Mais Félix avait d'autres chiens à fouetter que de savoir ce qu'on pensait de lui. Il ouvrit le Daemonium au hasard et tomba sur le dessin d'un croque-mitaine. Le démon avait la forme et la posture d'un humain, si ce n'est que sa peau était boursouflée et recouverte de pustules juteuses. L'illustrateur avait laissé une annotation sur le côté de la page : Le croque-mitaine se revêtit à la façon des humains pour mieux les tromper. À mon humble avis, il est coquet de nature. L'allure répugnante du démon arracha un frisson à Félix. Pour autant, il ne craignait pas d'en croiser un le soir de son anniversaire. Les croque-mitaines appartenaient à la famille des démons non-endossables et ne pouvaient fusionner avec un démoniste.

Manquerait plus qu'un monstre pareil soit endossable, maugréa Félix dans un coin de sa tête. Sérieusement, Obane. Vous ne pourriez pas garder votre démon, tout simplement ?

Mais la prière du garçon était vaine. De lointains ancêtres avaient prêté allégeance au dieu démoniaque et il était impossible de faire machine arrière désormais. Félix deviendrait un hôte quoi qu'il arrive.

Le professeur approcha du bureau. Malgré les coups de coude envoyés par son ami, Félix réagit trop tard et l'ouvrage lui fut subtilisé.

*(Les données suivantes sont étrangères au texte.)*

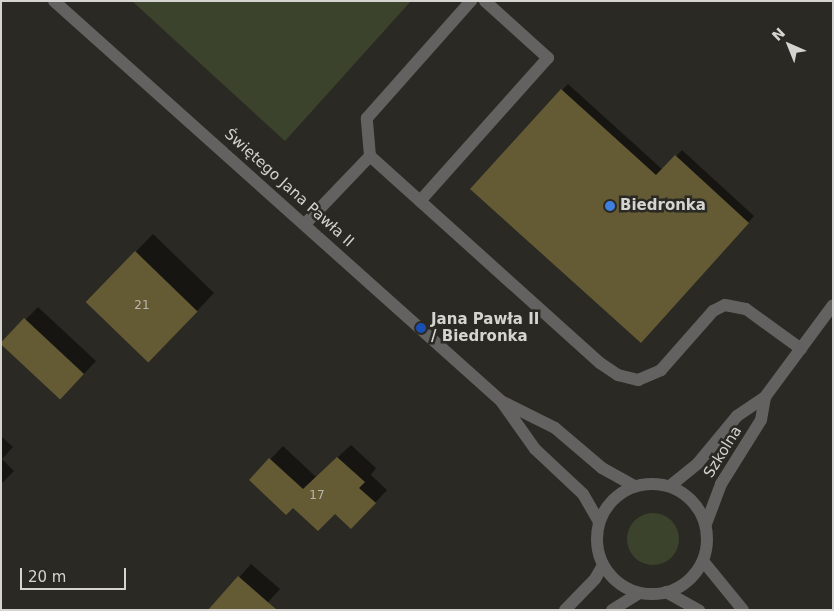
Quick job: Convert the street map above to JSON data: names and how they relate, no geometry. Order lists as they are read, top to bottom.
{
  "streets": {
    "street": ["Świętego Jana Pawła II", "Szkolna"]
  },
  "crossings": [
    ["Świętego Jana Pawła II", "Szkolna"]
  ],
  "places": ["Biedronka", "Jana Pawła II / Biedronka"],
  "house_numbers": ["21", "17"],
  "scale_bar": "20 m",
  "north": "top left"
}
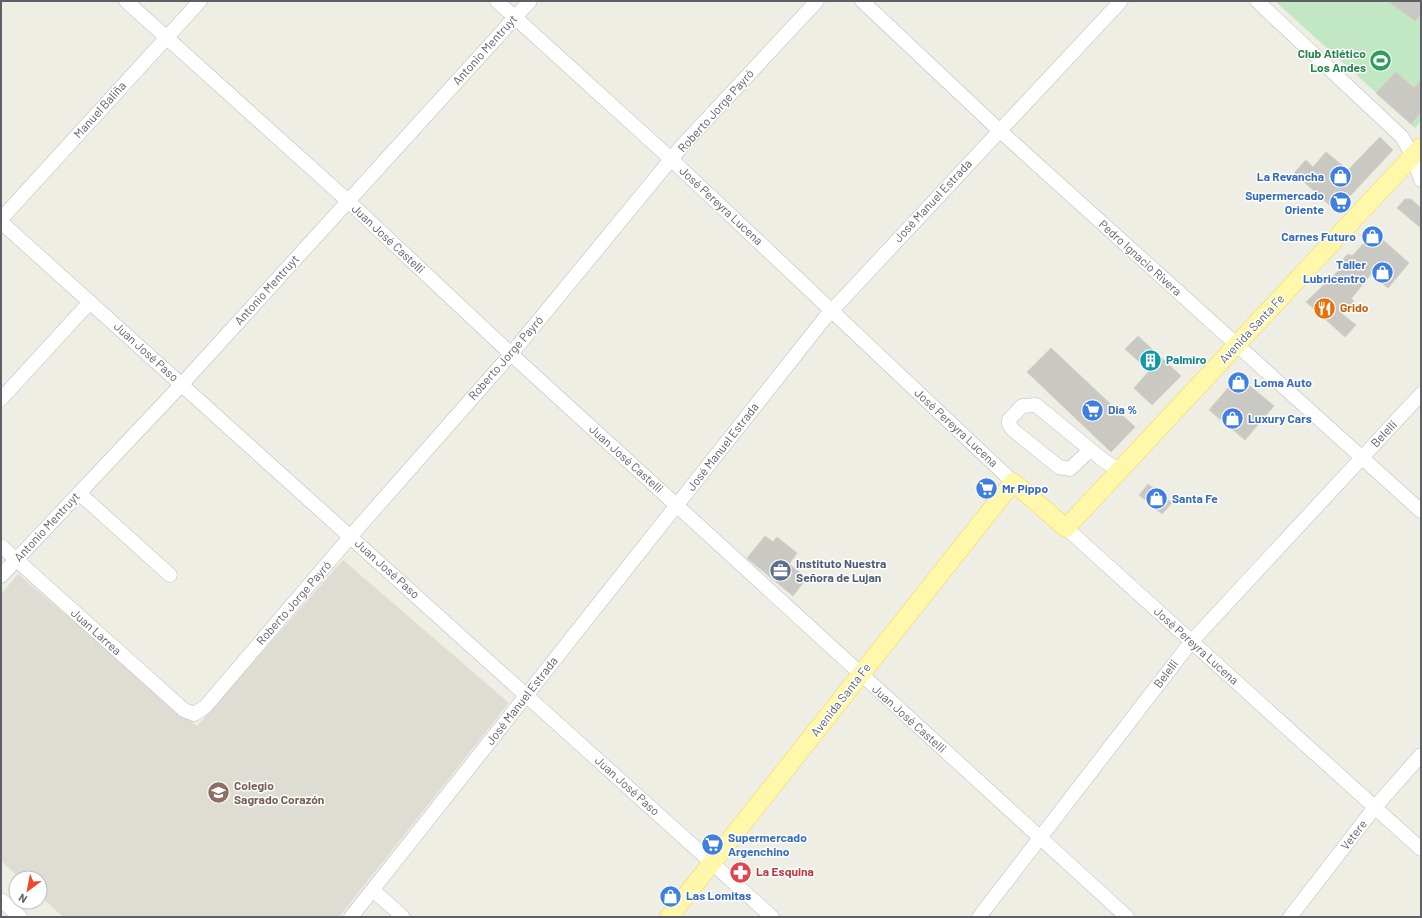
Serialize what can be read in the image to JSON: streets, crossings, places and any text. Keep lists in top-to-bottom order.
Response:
{
  "streets": {
    "main road": ["José Pereyra Lucena", "Avenida Santa Fe"],
    "street": [
      "Antonio Mentruyt",
      "Manuel Baliña",
      "Roberto Jorge Payró",
      "José Manuel Estrada",
      "Juan José Castelli",
      "Pedro Ignacio Rivera",
      "Juan José Paso",
      "Belelli",
      "Juan Larrea",
      "Vetere"
    ]
  },
  "crossings": [
    ["Antonio Mentruyt", "José Pereyra Lucena"],
    ["Antonio Mentruyt", "Juan José Castelli"],
    ["Antonio Mentruyt", "Juan José Paso"],
    ["Antonio Mentruyt", "Juan Larrea"],
    ["Manuel Baliña", "Juan José Castelli"],
    ["Manuel Baliña", "Juan José Paso"],
    ["Roberto Jorge Payró", "José Pereyra Lucena"],
    ["Roberto Jorge Payró", "Juan José Castelli"],
    ["Roberto Jorge Payró", "Juan José Paso"],
    ["Roberto Jorge Payró", "Juan Larrea"],
    ["José Manuel Estrada", "José Pereyra Lucena"],
    ["José Manuel Estrada", "Juan José Castelli"],
    ["José Manuel Estrada", "Pedro Ignacio Rivera"],
    ["José Manuel Estrada", "Juan José Paso"],
    ["José Pereyra Lucena", "Avenida Santa Fe"],
    ["José Pereyra Lucena", "Belelli"],
    ["José Pereyra Lucena", "Vetere"],
    ["Juan José Castelli", "Avenida Santa Fe"],
    ["Juan José Castelli", "Belelli"],
    ["Pedro Ignacio Rivera", "Avenida Santa Fe"],
    ["Pedro Ignacio Rivera", "Belelli"],
    ["Avenida Santa Fe", "Juan José Paso"]
  ],
  "places": {
    "sports": ["Club Atlético Los Andes"],
    "shop": [
      "La Revancha",
      "Carnes Futuro",
      "Taller Lubricentro",
      "Loma Auto",
      "Luxury Cars",
      "Santa Fe",
      "Las Lomitas"
    ],
    "supermarket": [
      "Supermercado Oriente",
      "Dia %",
      "Mr Pippo",
      "Supermercado Argenchino"
    ],
    "restaurant": ["Grido"],
    "building": ["Palmiro"],
    "office": ["Instituto Nuestra Señora de Lujan"],
    "school or university": ["Colegio Sagrado Corazón"],
    "pharmacy": ["La Esquina"]
  },
  "north": "bottom left"
}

— Les mathématiques t'ennuient, Félix ?

Le professeur fronça les sourcils en découvrant sa lecture.

— C'est un livre surprenant que tu as là.

Les élèves de la classe s'agitèrent et le professeur leur montra le dessin du croque-mitaine. Des ricanements et des murmures confus s'élevèrent. Félix était au comble du malaise. Il osa un coup d'œil par-dessus son épaule et croisa le regard de Maeva. La fille l'observait avec une curiosité austère, un peu comme s'il avait porté un nez rouge et une perruque bleue alors qu'elle détestait les clowns.

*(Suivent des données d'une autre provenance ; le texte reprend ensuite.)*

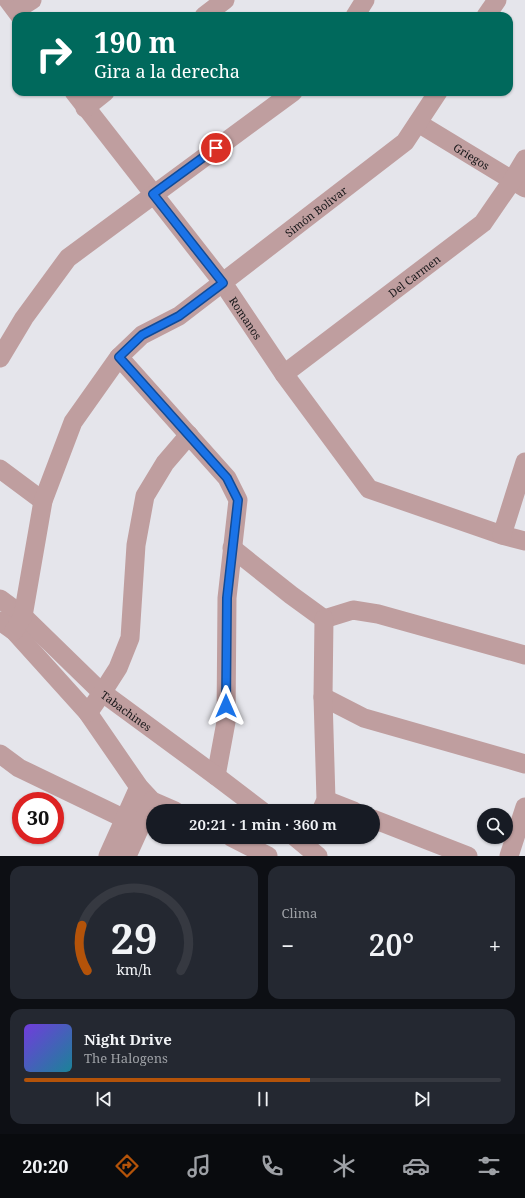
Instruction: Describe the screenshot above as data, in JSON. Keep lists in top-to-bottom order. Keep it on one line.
{"streets":{"street":["Griegos","Simón Bolivar","Del Carmen","Romanos","Tabachines"]},"crossings":[["Griegos","Simón Bolivar"],["Griegos","Del Carmen"],["Simón Bolivar","Romanos"],["Simón Bolivar","Tabachines"],["Del Carmen","Romanos"]],"page":{"turn":["190 m","Gira a la derecha"],"limit":"30","trip":"20:21 · 1 min · 360 m","tile":"Clima","heat":["−","20°","+"],"song":["Night Drive","The Halogens"],"tabs":"20:20","gauge":["29","km/h"]}}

Le professeur lui restitua l'ouvrage en le priant de suivre le cours, puis retourna au tableau.

— Maeva m'a regardé bizarrement, se lamenta le garçon. Elle doit me prendre pour un type tordu !

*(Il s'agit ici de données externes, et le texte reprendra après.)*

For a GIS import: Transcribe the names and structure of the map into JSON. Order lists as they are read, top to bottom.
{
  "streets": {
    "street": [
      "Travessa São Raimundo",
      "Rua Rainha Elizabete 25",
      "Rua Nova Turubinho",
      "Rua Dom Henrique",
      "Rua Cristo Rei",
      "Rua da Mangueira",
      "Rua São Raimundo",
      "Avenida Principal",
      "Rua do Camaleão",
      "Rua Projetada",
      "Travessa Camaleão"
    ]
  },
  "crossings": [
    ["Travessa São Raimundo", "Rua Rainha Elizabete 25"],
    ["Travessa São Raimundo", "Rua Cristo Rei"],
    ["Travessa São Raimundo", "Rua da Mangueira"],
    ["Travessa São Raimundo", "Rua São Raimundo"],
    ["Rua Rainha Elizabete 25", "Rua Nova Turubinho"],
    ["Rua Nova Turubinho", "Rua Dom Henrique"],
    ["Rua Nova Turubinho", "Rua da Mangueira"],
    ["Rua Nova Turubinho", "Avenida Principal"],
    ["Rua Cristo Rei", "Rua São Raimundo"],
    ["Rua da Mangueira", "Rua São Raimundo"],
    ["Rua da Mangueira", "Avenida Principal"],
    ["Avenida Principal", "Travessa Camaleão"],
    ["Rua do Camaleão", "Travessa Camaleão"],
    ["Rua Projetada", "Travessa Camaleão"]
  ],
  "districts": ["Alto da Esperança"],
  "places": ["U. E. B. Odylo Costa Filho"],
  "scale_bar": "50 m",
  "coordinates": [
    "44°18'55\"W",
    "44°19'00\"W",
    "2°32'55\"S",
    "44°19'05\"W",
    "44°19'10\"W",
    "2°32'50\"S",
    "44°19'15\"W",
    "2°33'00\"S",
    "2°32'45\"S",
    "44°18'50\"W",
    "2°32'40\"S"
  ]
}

— Évidemment qu'elle te prend pour un type tordu ! réagit Max. Tu vas bientôt avoir seize ans et tu lis encore des bouquins avec des monstres.

Félix tressaillit. La réplique de son camarade l'avait frappé comme un coup de bâton derrière la tête. Dans quelques heures, il atteindrait la majorité démoniaque et rencontrerait son démon. Celui qui l'accompagnerait tout au long de sa vie. Et il n'aurait pas son mot à dire. Ni sur sa nature, ni sur leur union. Quelle injustice ! Il avait feuilleté le Daemonium toute la matinée à la recherche d'un sortilège ou d'un rituel qui le préserverait d'un démon malveillant, mais n'avait rien trouvé. Ses parents avaient toutes sortes d'astuces pour protéger la maison : de l'encens, de l'acajou, des cadavres de rongeurs enterrés sous le manoir, un œil de taupe accroché au-dessus de la porte d'entrée, exceptera, exceptera. Pourtant, rien de tout ça ne pouvait lui venir en aide, alors il cherchait de son côté.

— Dis, chuchota Max en cachant ses lèvres avec sa main. Tu fais quelque chose pour ton anniversaire ? Je sais que la date officielle, c'est ce soir, mais on pourrait faire une fête ce week-end ?

— Une fête ? Chez moi ?

— Bah oui, pas chez le voisin.

Félix laissa échapper un ricanement. Une fête au manoir ? Au milieu des esprits* et des objets occultes ? C'était hors de question. Même s'ils étaient invisibles aux yeux des Ignorants, les démons savaient se manifester de mille façons et montraient un goût prononcé pour la farce. Et, quand bien même ils se tiendraient à carreau, ses parents refuseraient catégoriquement qu'il organise sa soirée d'anniversaire au manoir.

— Impossible.

— C'est dommage. Tu aurais pu inviter Maeva, glissa habilement son ami.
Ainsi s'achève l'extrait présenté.